Two houses have been tagged red. Other residents have reported cracks in their walls, broken doors and sinkholes in their properties. The pavement on Palos Verdes Drive South, a major highway through the community, is buckling. Wayfarers Chapel, the famous “glass church” in Los Angeles, was forced to close this month due to earth movement.

Roads are closed as new earth movements exacerbated by recent storms have caused additional damage in Rancho Palos Verdes.

(Brian van der Brug/Los Angeles Times)

“In some areas, [the land] it’s moving up to 10 feet a year,” said City Manager Ara Mihranian. “That is a significant movement and we are seeing the damage that is occurring throughout the community. “We have approximately 400 homes that are threatened by this landslide.”

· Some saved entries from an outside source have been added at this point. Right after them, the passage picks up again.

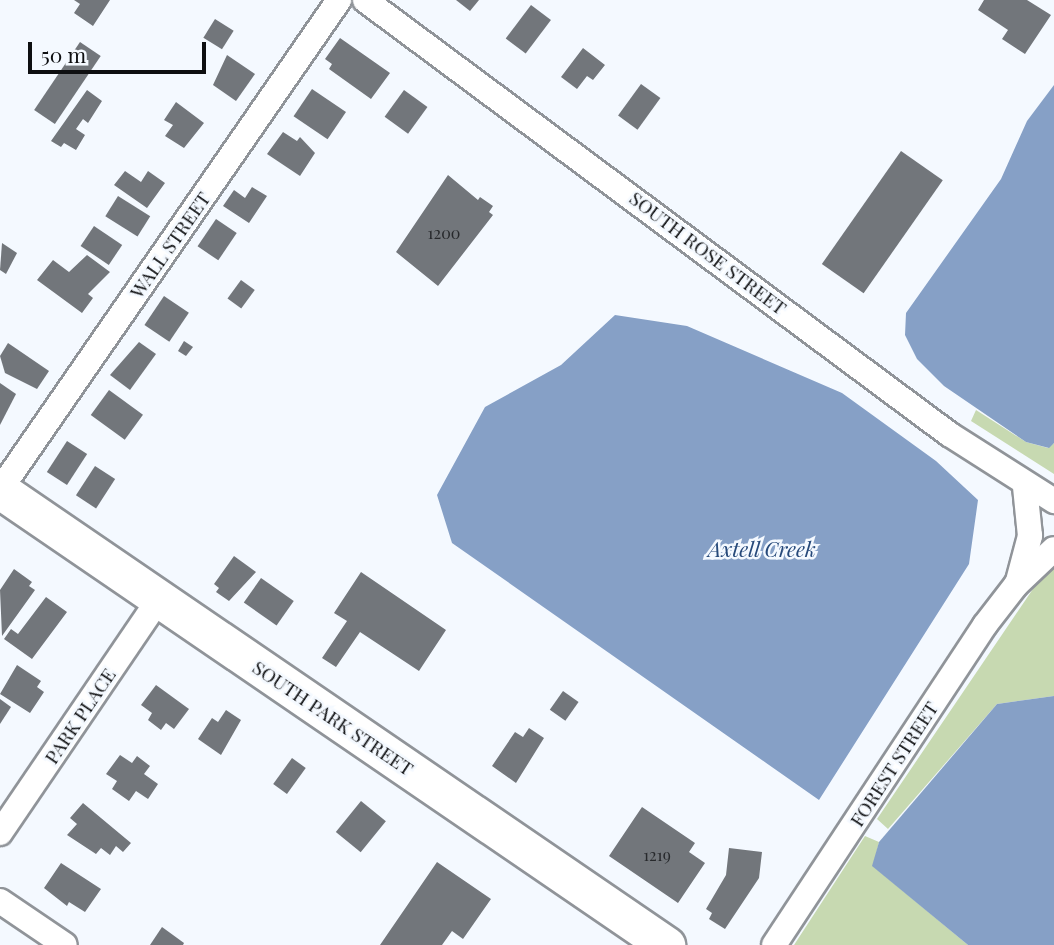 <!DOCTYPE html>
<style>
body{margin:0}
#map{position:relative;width:1054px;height:945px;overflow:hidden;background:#f4f9ff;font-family:"Playfair Display",serif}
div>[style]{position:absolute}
.green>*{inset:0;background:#c7d9b1}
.water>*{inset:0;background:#86a0c6}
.building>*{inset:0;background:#72767b;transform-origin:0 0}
.roads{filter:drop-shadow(2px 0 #909499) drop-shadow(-2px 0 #909499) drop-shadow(0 2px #909499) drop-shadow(0 -2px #909499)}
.minor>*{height:24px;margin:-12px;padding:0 12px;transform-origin:12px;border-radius:12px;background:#fff}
.primary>*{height:37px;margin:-18.5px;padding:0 18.5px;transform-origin:18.5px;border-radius:18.5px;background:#fff}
span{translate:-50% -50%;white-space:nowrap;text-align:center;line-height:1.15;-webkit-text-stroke:5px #f4f9ff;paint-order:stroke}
.number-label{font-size:16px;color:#27292c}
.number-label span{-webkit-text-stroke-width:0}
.street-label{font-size:19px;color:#0e0f11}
.water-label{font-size:21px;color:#26497a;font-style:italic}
.scale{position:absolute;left:28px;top:42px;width:178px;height:32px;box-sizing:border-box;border:4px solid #0e0f11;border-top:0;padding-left:9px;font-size:21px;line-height:24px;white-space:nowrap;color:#0e0f11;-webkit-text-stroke:5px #f4f9ff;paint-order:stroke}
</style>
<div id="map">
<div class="green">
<div style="clip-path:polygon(976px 410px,1026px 442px,1048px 448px,1054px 443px,1054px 474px,971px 421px)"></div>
<div style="clip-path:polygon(1054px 558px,1054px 696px,997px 704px,888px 829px,877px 819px)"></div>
<div style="clip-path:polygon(865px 836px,879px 842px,873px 866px,968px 945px,794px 945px)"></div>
</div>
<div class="water">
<div style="clip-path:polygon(1054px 85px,1054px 443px,1049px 448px,1026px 442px,944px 386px,917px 359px,905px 335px,906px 313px,1001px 179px,1027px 121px)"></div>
<div style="clip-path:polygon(615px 315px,687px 326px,842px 393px,936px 461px,978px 500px,969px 564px,819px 800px,452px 543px,437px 495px,485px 407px,561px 365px)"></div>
<div style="clip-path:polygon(1054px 696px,1054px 945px,968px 945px,872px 866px,879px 842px,997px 704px)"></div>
</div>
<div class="building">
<div style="clip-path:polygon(74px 0,110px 0,93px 26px,74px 13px,80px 4px)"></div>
<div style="clip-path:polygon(456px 0,479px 0,470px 11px)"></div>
<div style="clip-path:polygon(984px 0,1027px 0,1051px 15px,1025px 54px,1002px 39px,1008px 30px,978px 10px)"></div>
<div style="left:531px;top:5px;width:25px;height:42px;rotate:37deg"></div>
<div style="left:215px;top:19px;width:22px;height:22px;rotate:32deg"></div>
<div style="clip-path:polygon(340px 38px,390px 73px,371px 99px,329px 69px,332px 64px,325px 59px)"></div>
<div style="left:80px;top:42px;width:25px;height:82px;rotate:34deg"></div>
<div style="clip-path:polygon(583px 48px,605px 65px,593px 80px,587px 76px,577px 89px,561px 77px)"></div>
<div style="clip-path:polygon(227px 55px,255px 74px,236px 101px,213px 85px)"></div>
<div style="left:641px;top:84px;width:24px;height:39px;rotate:36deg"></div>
<div style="left:312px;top:89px;width:41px;height:33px;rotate:34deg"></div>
<div style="clip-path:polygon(87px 90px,102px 101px,88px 123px,83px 119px,76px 129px,85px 135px,76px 150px,64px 143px,61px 147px,51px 141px)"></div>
<div style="left:404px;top:90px;width:29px;height:33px;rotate:36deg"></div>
<div style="clip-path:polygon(176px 102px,204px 123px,184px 148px,165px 136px,173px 125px,164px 120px)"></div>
<div style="clip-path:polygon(283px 132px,297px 141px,300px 137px,315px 153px,300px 176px,267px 154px)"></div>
<div style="left:901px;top:151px;width:51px;height:138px;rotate:35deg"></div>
<div style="clip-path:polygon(125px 171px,141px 182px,148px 171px,165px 183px,147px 208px,114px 185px)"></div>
<div style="clip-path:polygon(448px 175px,478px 200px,480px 197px,493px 206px,489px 212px,493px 215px,438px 286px,396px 252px)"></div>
<div style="clip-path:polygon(252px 187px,267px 196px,249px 223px,223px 206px,234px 190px,245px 198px)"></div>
<div style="left:118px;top:196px;width:38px;height:24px;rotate:32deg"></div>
<div style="left:216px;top:219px;width:25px;height:33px;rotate:34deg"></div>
<div style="left:94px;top:226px;width:34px;height:24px;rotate:34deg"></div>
<div style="clip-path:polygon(2px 243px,17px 253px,6px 274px,0 270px)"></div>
<div style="clip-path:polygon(87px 255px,110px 272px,88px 294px,93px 298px,82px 313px,37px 280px,53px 260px,69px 272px)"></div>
<div style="left:241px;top:280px;width:17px;height:23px;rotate:36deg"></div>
<div style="left:164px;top:296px;width:30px;height:35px;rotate:34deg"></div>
<div style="clip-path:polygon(184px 341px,193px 347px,186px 356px,178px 351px)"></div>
<div style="clip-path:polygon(139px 342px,156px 354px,130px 390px,110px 375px)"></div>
<div style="clip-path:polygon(8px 343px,49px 371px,37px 389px,5px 373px,0 356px)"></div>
<div style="clip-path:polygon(0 383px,16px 394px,0 425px)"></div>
<div style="left:109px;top:390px;width:42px;height:31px;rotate:36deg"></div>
<div style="left:67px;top:441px;width:24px;height:37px;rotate:33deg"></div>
<div style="left:95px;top:466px;width:24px;height:35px;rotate:33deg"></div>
<div style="clip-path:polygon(234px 556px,256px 572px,229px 601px,216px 592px,219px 588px,214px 584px)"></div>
<div style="clip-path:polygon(14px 569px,32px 582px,29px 586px,35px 590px,2px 636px,0 590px)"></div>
<div style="clip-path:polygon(361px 572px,446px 630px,419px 671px,360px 632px,336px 667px,322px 658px,347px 621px,334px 613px)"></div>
<div style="left:261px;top:578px;width:40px;height:30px;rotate:35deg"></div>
<div style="clip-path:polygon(46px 597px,67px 612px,32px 659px,4px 639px,11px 629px,18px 634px)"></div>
<div style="clip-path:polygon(17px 665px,41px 681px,37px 687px,44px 692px,30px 713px,0 694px)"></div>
<div style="clip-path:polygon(156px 685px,189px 709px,174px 729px,166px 723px,161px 730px,148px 720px,152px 713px,141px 705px)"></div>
<div style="left:563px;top:691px;width:19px;height:23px;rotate:35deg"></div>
<div style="clip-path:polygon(0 699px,11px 707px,0 724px)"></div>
<div style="clip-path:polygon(226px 710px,241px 720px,221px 755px,198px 739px,212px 718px,218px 722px)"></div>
<div style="clip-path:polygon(529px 728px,544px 738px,516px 783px,492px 766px,515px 732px,523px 737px)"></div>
<div style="clip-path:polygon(120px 755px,132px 763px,137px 756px,150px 766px,144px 774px,158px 784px,148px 799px,136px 791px,129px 801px,112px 789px,117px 781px,106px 774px)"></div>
<div style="left:292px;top:758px;width:17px;height:32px;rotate:36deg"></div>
<div style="left:361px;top:801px;width:32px;height:40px;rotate:39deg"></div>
<div style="clip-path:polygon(83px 803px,131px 843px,123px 852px,116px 846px,110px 855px,101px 848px,96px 854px,67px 835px,77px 824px,70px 818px)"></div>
<div style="clip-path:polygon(642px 807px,695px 843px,689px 852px,705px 863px,678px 903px,609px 856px)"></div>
<div style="clip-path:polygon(729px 848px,762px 852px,759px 878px,725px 929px,709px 919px,712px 913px,706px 909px,726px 875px)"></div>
<div style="clip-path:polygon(437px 862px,491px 899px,463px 939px,452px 931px,442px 945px,380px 945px)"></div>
<div style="clip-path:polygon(61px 863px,101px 889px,85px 912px,69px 902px,67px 906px,44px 888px)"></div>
<div style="clip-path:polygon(162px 927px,184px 943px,183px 945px,150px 945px)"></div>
</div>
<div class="roads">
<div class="minor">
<div style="left:365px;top:0;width:728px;rotate:36.62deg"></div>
<div style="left:949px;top:434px;width:125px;rotate:32.5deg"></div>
<div style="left:0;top:490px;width:596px;rotate:-55.32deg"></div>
<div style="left:1018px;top:581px;width:47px;rotate:-75.1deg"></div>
<div style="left:1030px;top:536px;width:49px;rotate:-95.8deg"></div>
<div style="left:0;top:833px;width:283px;rotate:-55.8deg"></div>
<div style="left:0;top:901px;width:78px;rotate:34.1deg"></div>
<div style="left:774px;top:945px;width:383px;rotate:-56.6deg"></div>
<div style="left:985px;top:625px;width:51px;rotate:-52.2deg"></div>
<div style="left:1016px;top:585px;width:52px;rotate:-43.5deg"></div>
</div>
<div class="primary">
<div style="left:0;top:490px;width:807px;rotate:34.34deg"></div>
</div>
</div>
<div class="number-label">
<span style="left:444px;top:233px">1200</span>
<span style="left:657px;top:855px">1219</span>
</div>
<div class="street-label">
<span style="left:170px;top:245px;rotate:-55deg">WALL STREET</span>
<span style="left:708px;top:253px;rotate:37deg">SOUTH ROSE STREET</span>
<span style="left:80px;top:716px;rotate:-56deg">PARK PLACE</span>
<span style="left:333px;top:718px;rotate:34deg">SOUTH PARK STREET</span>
<span style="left:894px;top:764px;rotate:-57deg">FOREST STREET</span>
</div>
<div class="water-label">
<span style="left:762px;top:548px">Axtell Creek</span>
</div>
<div class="scale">50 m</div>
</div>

If the council seeks an emergency declaration and Newsom issues one, it would help the city move more quickly to stabilize the Portuguese Bend landslide area by allowing it to avoid much of the state permitting such projects typically face, including reviews by part of the California Coastal Commission. Commission, the state Department of Fish and Wildlife, the Regional Water Quality Control Board, the State Water Resources Control Board and the South Coast Air Quality Management District. The council may also request that the governor waive California Environmental Quality Act requirements related to the remediation effort.

“When we look at the timeline and the path forward to get the work done, I think requesting the suspension of rights will help us get to the finish line sooner,” Mihranian said.

If the governor approves a request, Mihranian estimates work could begin as early as the spring, rather than sometime next year.

The most urgent goal for city officials is to prevent rainwater from seeping into the ground. According to a city staff report, the city seeks to do this by filling in fissures that have developed, constructing drainage channels that will divert runoff into the ocean, and installing “drain wells” to extract groundwater.

Earth movement exacerbated by recent storms has caused large cracks in the pavement and damage to nearby homes.

Barrels of traffic and cracked, sunken pavement on Dauntless Drive in Rancho Palos Verdes on February 9.

(Brian van der Brug/Los Angeles Times)

Los Angeles County Supervisor Janice Hahn urged Newsom on Monday to visit Rancho Palos Verdes to see firsthand the effects of the earthworks.

“I think if the governor came here and saw the streets buckling, the houses sinking and cracking, and the historic Wayfarers Chapel about to collapse, he would understand the urgency of this request,” Hahn said in a statement. “This is a crisis that is getting worse by the day and I urge Governor Newsom to visit us and see it with his own eyes.”

The terrain at Portuguese Bend has moved extremely slowly for decades, making it one of the most studied landslides in the country. But the movement has intensified in recent months.

Major earthworks are occurring on nearly 700 acres, or a little more than 1 square mile. GPS monitoring conducted in January showed that the average rate of movement within the complex between October 2023 and January accelerated three to four times compared to movement the previous year, according to a staff report.

“What's happening is unprecedented,” Mike Phipps, a contract geologist at Rancho Palos Verdes, told the Times this month after reviewing more than 16 years of data. “We have not seen this type of movement in the upper areas of the landslide in the entire history of monitoring this landslide.”

The city has not yet asked the governor to help pay for the project, primarily because of the delay such a request would cause. City staff wrote in a report that “time is of the essence for emergency work to stabilize the area due to the immediate threat to public safety.”

Times staff writer Grace Toohey contributed to this report.